3. Brown's Discharge from the Postal Service
On October 13, 1973, Brown was promoted from a part-time flexible mailhandler to a full-time mailhandler. On November 17, 1973, at approximately 20 minutes before the noon lunch break, Brown left her job assignment in the mail bundles "throw off" area to go to the restroom because she was feeling ill. Brown did not obtain permission from her group leader or foreman to leave the work area because of the emergency nature of her illness. Foreman Arthur L. Klein ("Klein"), a new foreman in the Tour Two, Incoming Mails section of the General Post Office, observed Brown leaving her assignment without permission and noticed that Brown was carrying a brown paper bag. *fn9" Klein, assuming that Brown was leaving her assignment early to have lunch in the "swing room," called Brown and informed her that it was not yet time for lunch. Brown ignored Klein and continued to walk away from her assignment at a fast pace. Klein then told Brown that, if she did not return to her work assignment, he would write a "buck slip" reporting to his supervisors Brown's infraction of the Postal Service rules. Brown refused to obey Klein's order to return, and responded with abusive and obscene language. Although profanity is commonly used on the work floor of the General Post Office, obscene language is rarely directed personally toward supervisors by employees. Klein testified at trial that, before the incident with Brown in November of 1973, no employee had directed profanity toward him as a supervisor. However, as in the incident with Lane, Brown denied the allegation that she had used abusive and obscene language in addressing Klein. Upon consideration of the demeanor of the witnesses and of all of the evidence adduced at trial, we find Klein's testimony concerning Brown's use of obscene language to be the more credible version of the incident. Accord, Findings of Fact and Recommended Decision of EEO Complaints Examiner, dated February 13, 1975, at 10.
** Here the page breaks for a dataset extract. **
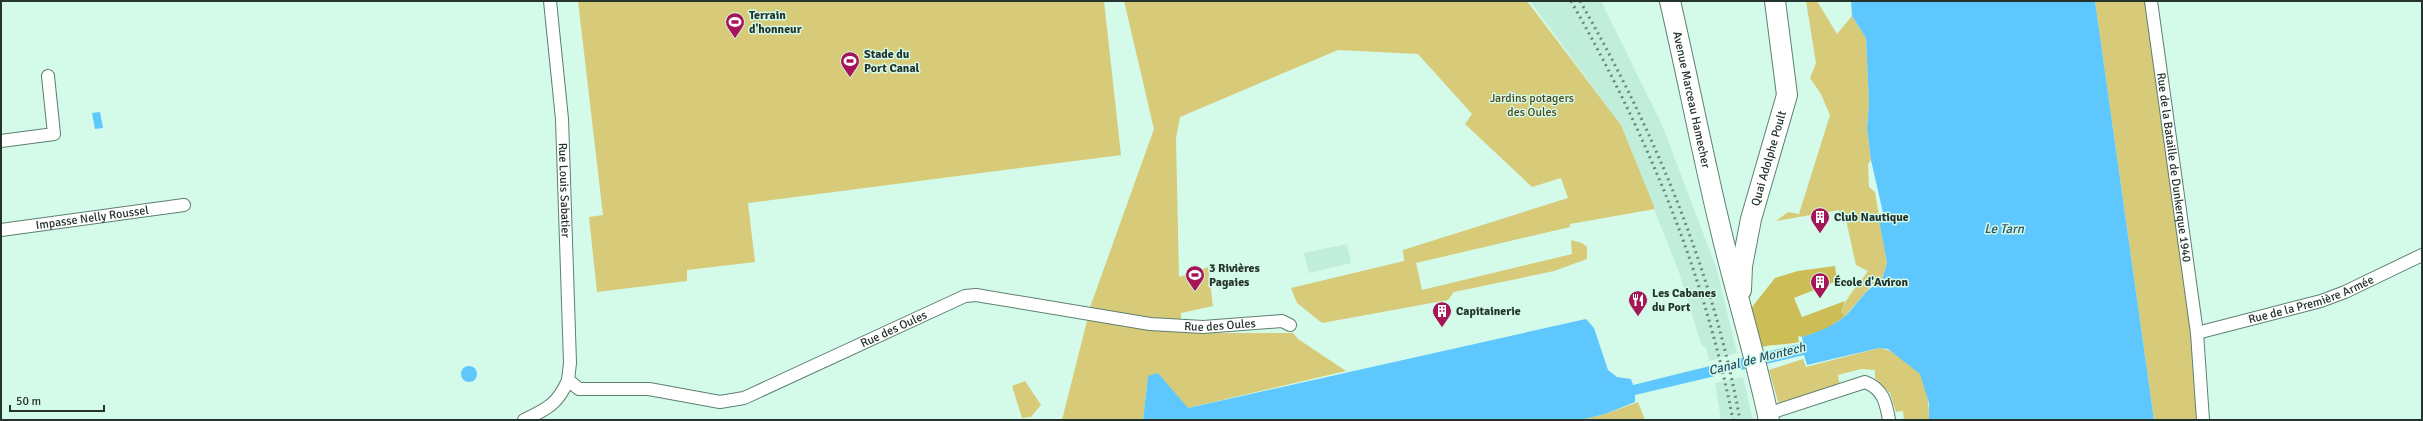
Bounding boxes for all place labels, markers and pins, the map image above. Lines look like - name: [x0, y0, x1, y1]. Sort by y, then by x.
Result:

When Brown returned to her assignment in the "throw off" area, she made no attempt to explain to Klein the reasons for leaving her work station without permission; nor did Klein inquire about Brown's refusal to follow his direct order because, on the basis of Brown's abusive language, he felt that it would be unwise to have further conversations with her. Klein subsequently described the incident in a "buck slip" [Ex. D-5], and recommended that, "in view of Brown's current action and past indifference," Brown be dismissed from the Postal Service. Klein's recommendation for Brown's discharge was not made in reprisal for her EEO visits and complaints because, as a new supervisor in the Tour Two, Incoming Mails section of the General Post Office, Klein was unaware of any of Brown's EEO activities or of Brown's earlier suspensions, but rather was based upon Brown's insubordination and profanity.